TLDR: A new framework, GV-VAD, uses text-conditioned AI video generation to create synthetic anomaly videos, augmenting scarce real-world data for video anomaly detection. It employs a “synthetic sample loss scaling” strategy to balance real and synthetic data influence during training, leading to improved performance on datasets like UCF-Crime by making models more robust and accurate.
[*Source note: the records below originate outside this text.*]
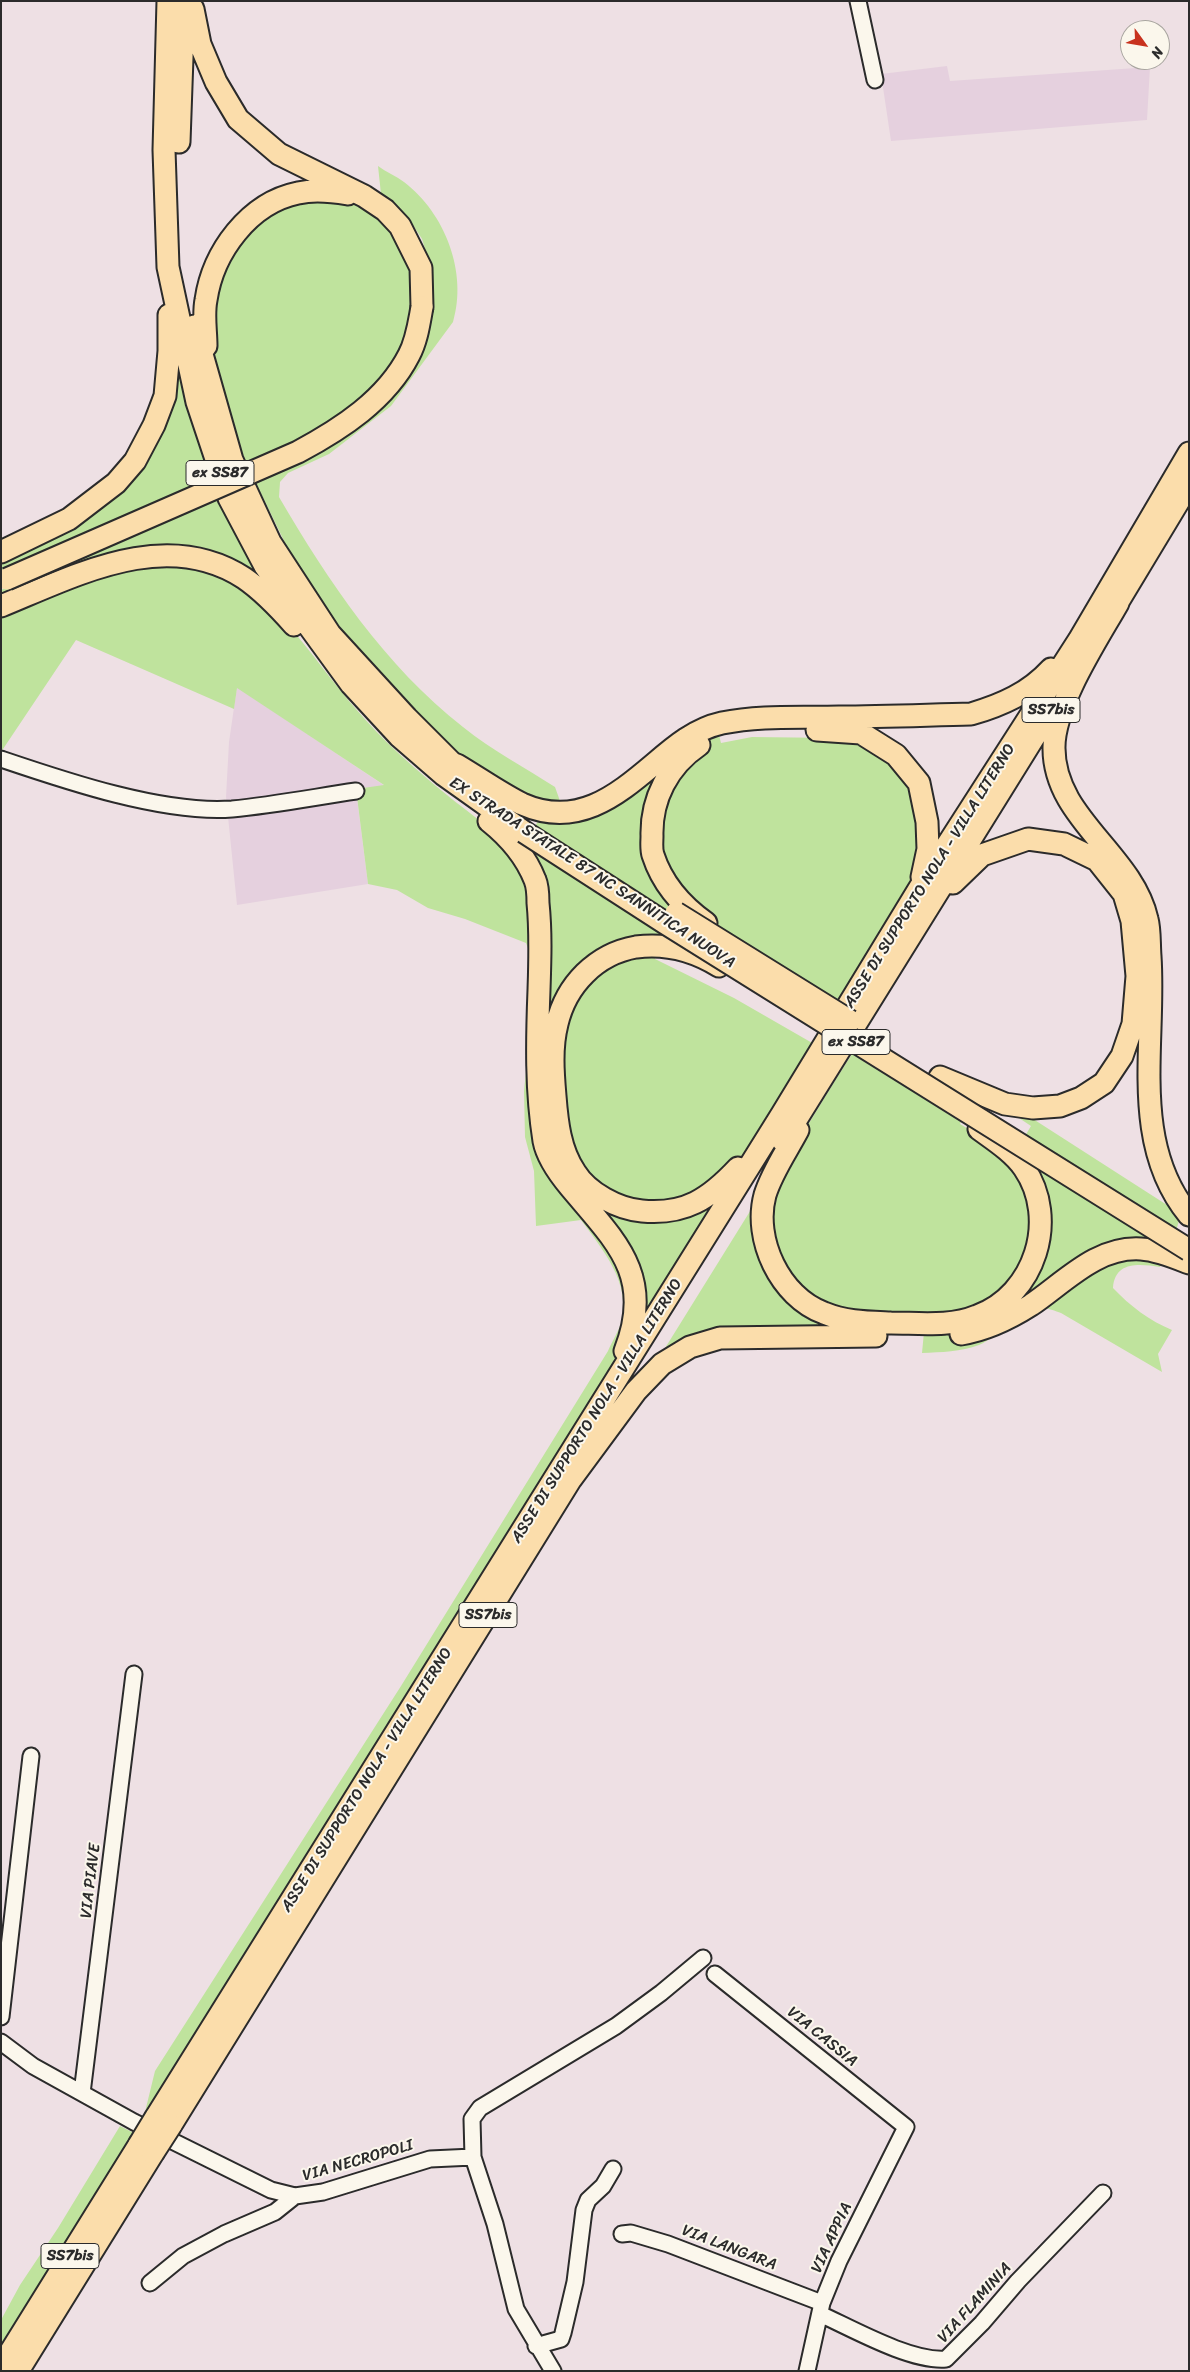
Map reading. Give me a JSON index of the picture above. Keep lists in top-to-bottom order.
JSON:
{
  "streets": {
    "highway": [
      "ex SS87",
      "SS7bis",
      "EX STRADA STATALE 87 NC SANNITICA NUOVA",
      "ASSE DI SUPPORTO NOLA - VILLA LITERNO"
    ],
    "street": [
      "VIA PIAVE",
      "VIA CASSIA",
      "VIA NECROPOLI",
      "VIA APPIA",
      "VIA LANGARA",
      "VIA FLAMINIA"
    ]
  },
  "crossings": [
    ["VIA PIAVE", "VIA NECROPOLI"],
    ["VIA CASSIA", "VIA APPIA"],
    ["VIA APPIA", "VIA LANGARA"],
    ["VIA APPIA", "VIA FLAMINIA"],
    ["VIA LANGARA", "VIA FLAMINIA"]
  ],
  "north": "bottom right"
}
The field of video anomaly detection (VAD) is crucial for public safety, especially in intelligent surveillance systems. However, a major hurdle in developing effective VAD models is the scarcity and high cost of annotating real-world anomalies. Anomalies are rare and unpredictable, making it difficult to gather enough diverse training data. This limitation affects the performance and generalization ability of current VAD models.
To tackle this challenge, researchers have introduced a new framework called Generative Video-Enhanced Weakly-Supervised Video Anomaly Detection, or GV-VAD. This innovative approach uses advanced text-conditioned video generation models to create synthetic videos that are both semantically controllable and physically realistic. These virtual videos serve as a low-cost way to significantly expand the training data.
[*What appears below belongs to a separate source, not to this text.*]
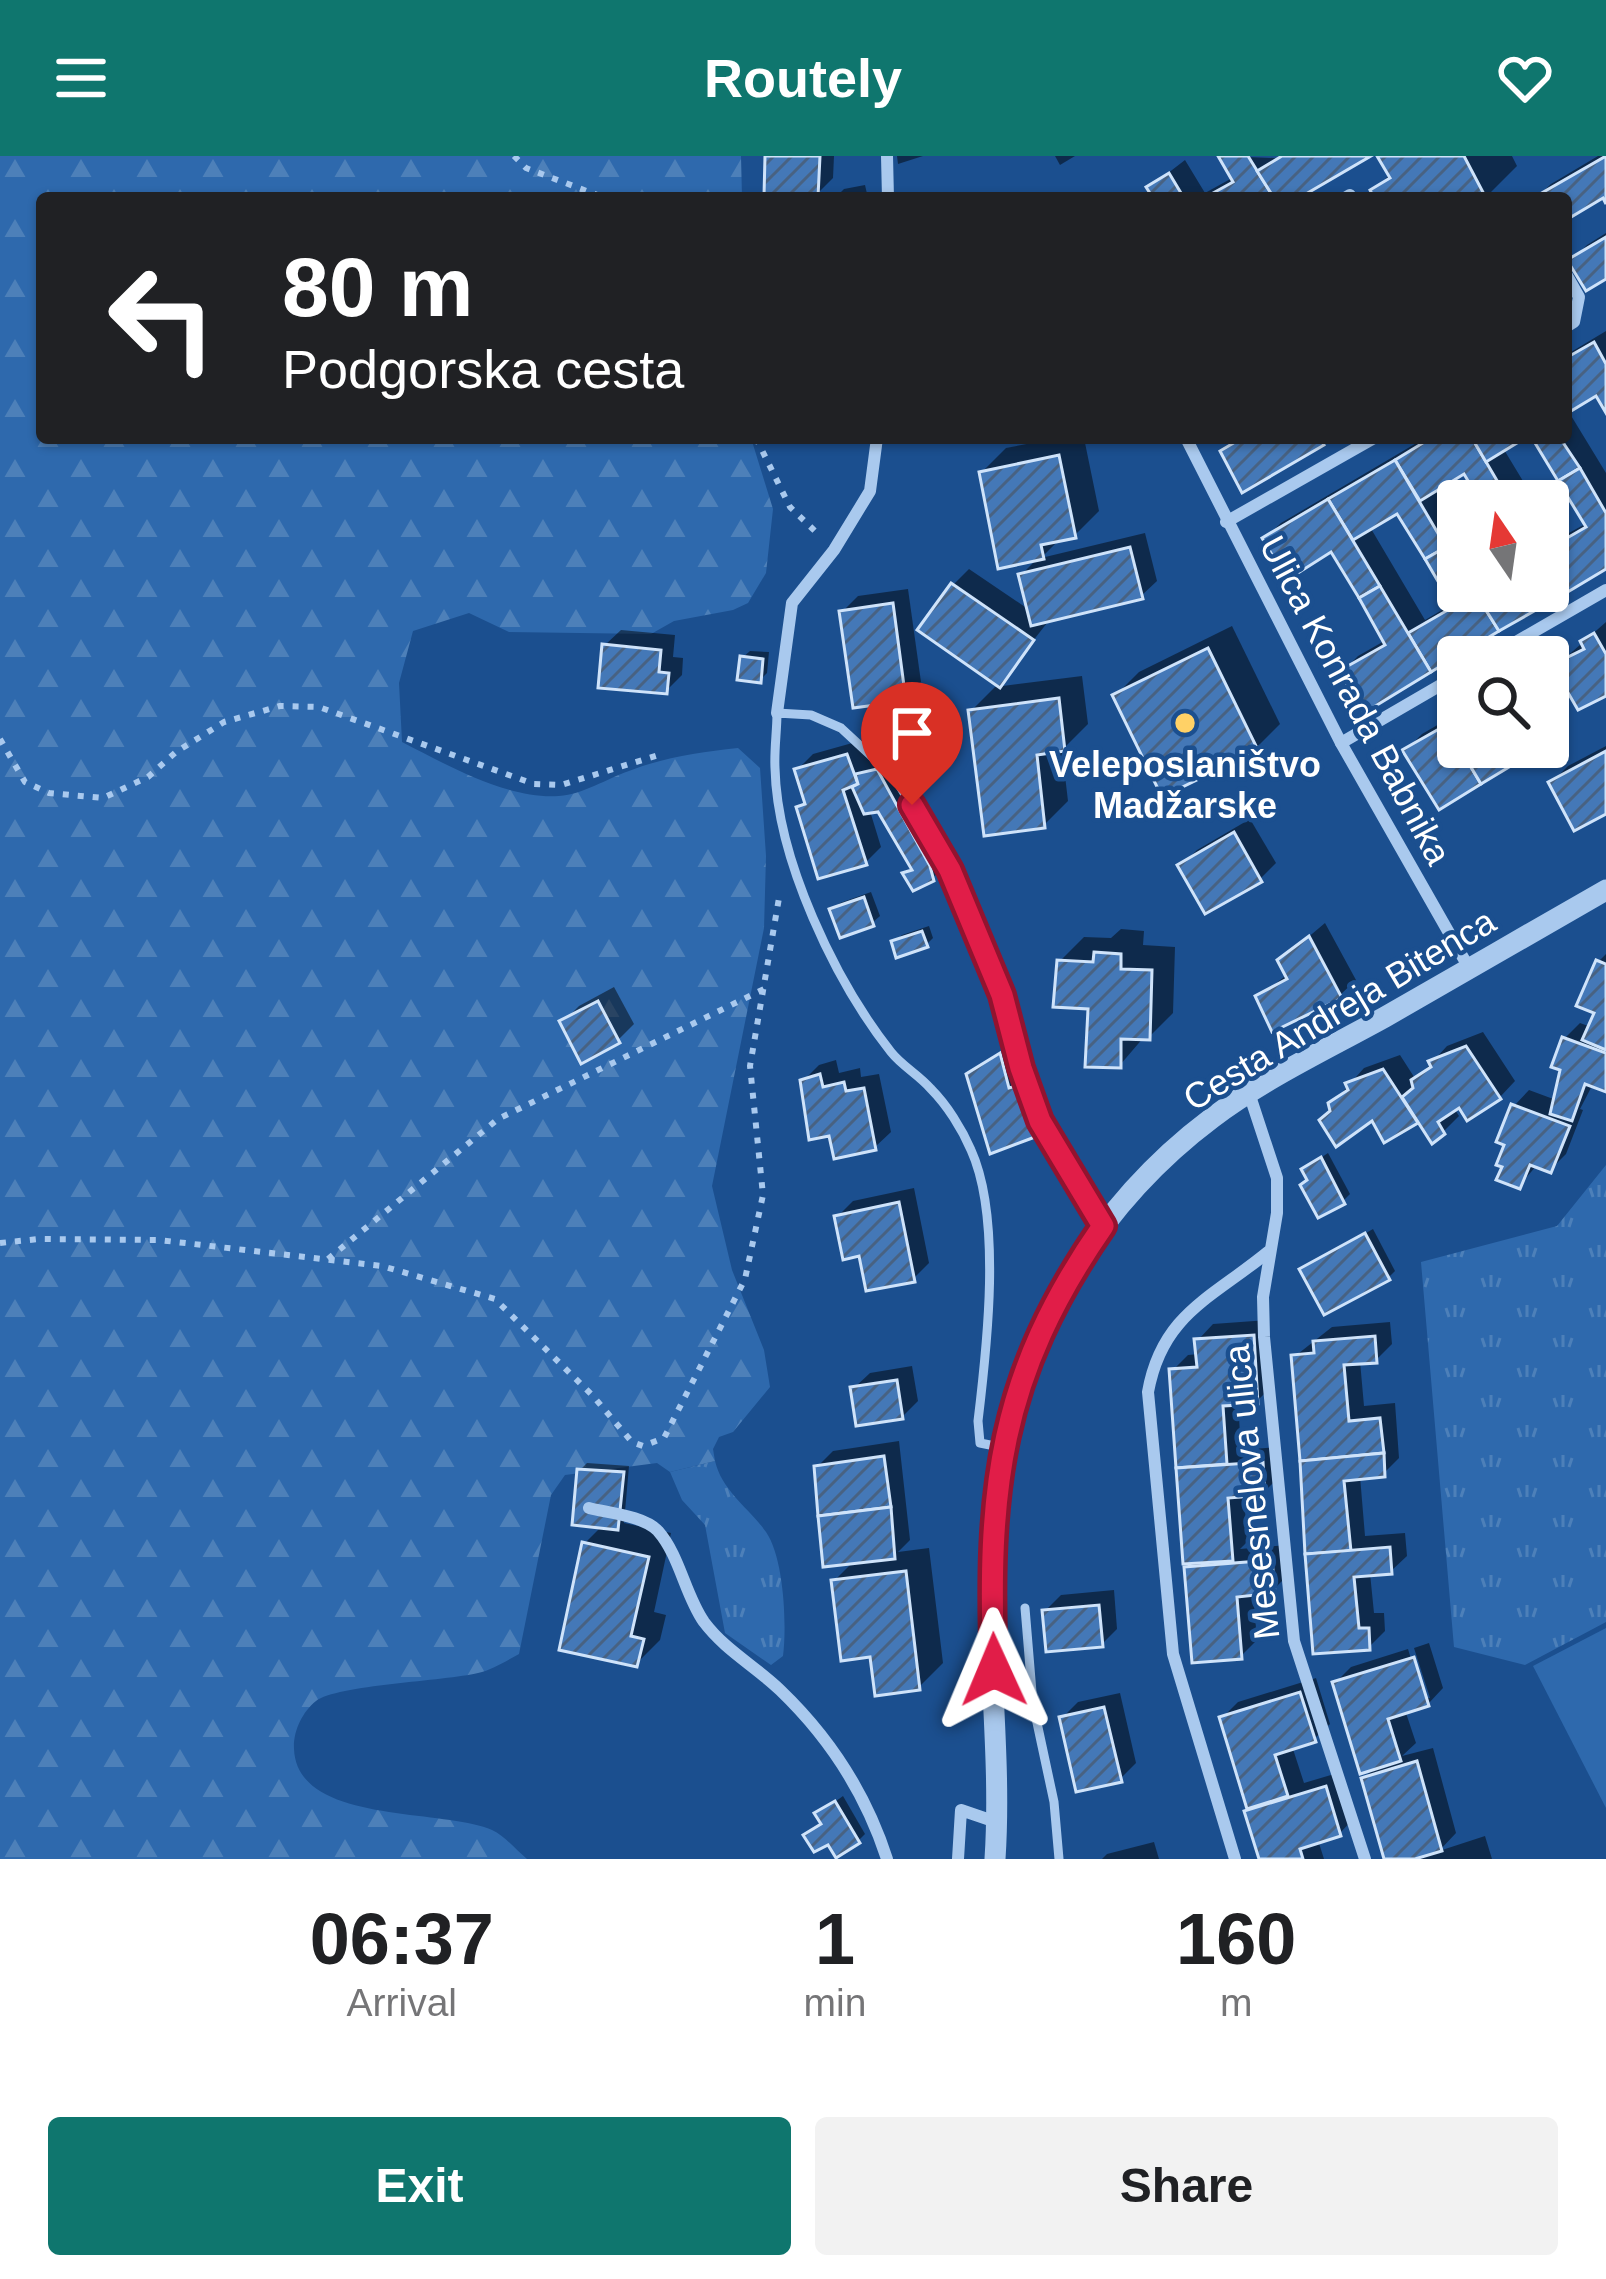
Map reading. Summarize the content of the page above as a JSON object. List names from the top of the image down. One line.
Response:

A key aspect of GV-VAD is its ability to generate diverse synthetic anomaly videos based on specific descriptions. The framework identifies four core elements for defining anomalies: camera viewpoint, location, subject, and the anomalous event itself. These elements are fed into a large language model, like GPT-4o, to produce detailed descriptions for both abnormal and normal events. For example, a description might be generated for a “passenger collapsing at a train station” or “commuters waiting calmly on a platform.” These descriptions then guide a diffusion model, such as CogVideoX, to create the actual synthetic videos.
One of the main concerns with using synthetic data is the “domain gap” – the difference between generated videos and real-world footage. To address this, GV-VAD incorporates a “synthetic sample loss scaling” (SSLS) strategy. This strategy intelligently adjusts the influence of synthetic samples during the training process. By applying a scaling factor, the model can learn from the diverse patterns and scenes in virtual data without becoming overly reliant on or overfitting to the synthetic domain. This ensures that the model remains robust when applied to real videos.
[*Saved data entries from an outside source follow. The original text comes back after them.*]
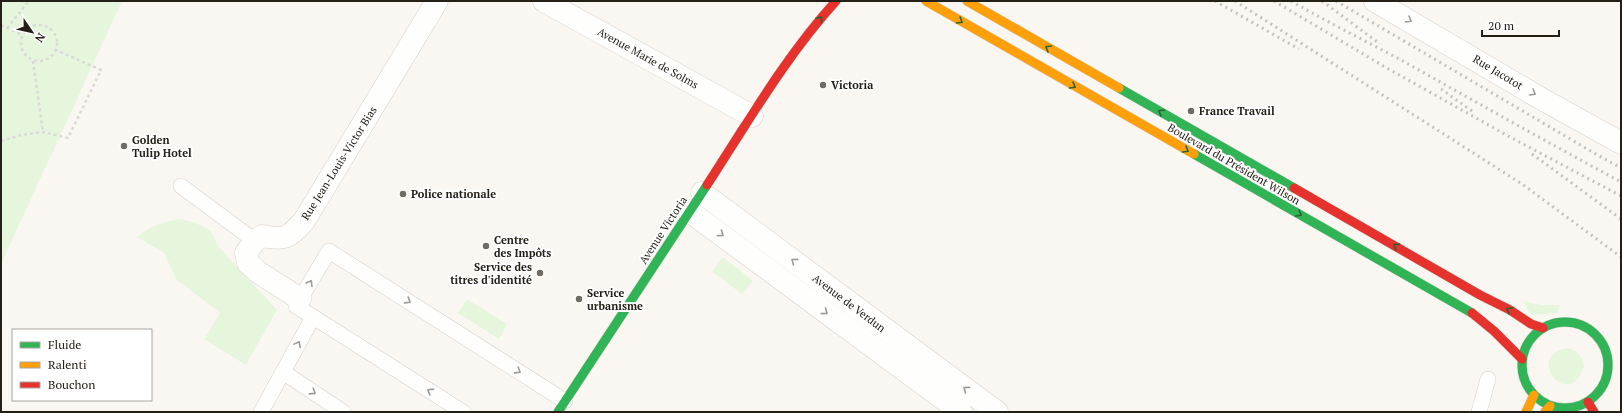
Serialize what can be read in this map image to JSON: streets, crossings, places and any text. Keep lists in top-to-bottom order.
{
  "streets": {
    "main road": ["Boulevard du Président Wilson", "Avenue Victoria"],
    "street": [
      "Avenue Marie de Solms",
      "Rue Jacotot",
      "Rue Jean-Louis-Victor Bias",
      "Avenue de Verdun"
    ]
  },
  "crossings": [
    ["Avenue Marie de Solms", "Avenue Victoria"],
    ["Avenue Victoria", "Avenue de Verdun"]
  ],
  "one_way": ["Rue Jacotot"],
  "places": [
    "Victoria",
    "France Travail",
    "Golden Tulip Hotel",
    "Police nationale",
    "Centre des Impôts",
    "Service des titres d'identité",
    "Service urbanisme"
  ],
  "legend": ["Fluide", "Ralenti", "Bouchon"],
  "scale_bar": "20 m",
  "north": "bottom right"
}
The GV-VAD framework is designed to be compatible with most existing VAD models. In their experiments, the researchers adopted the LAP method for training the anomaly detector. They combined visual features from both synthetic and real videos to create a hybrid training dataset, enhancing the robustness of the video anomaly detector.
Experiments conducted on the UCF-Crime dataset, a large-scale video anomaly detection dataset, demonstrated the effectiveness of GV-VAD. The framework significantly outperformed state-of-the-art methods in terms of frame-level AUC performance. For instance, when integrated with the LAP method, GV-VAD achieved an AUC of 89.3%, surpassing LAP’s baseline of 88.9%. The study also showed that adding synthetic videos consistently improves performance, especially in scenarios with limited real anomaly samples. Even with only 25% of the real data, adding generated videos boosted performance to a level higher than using 50% of the real data alone.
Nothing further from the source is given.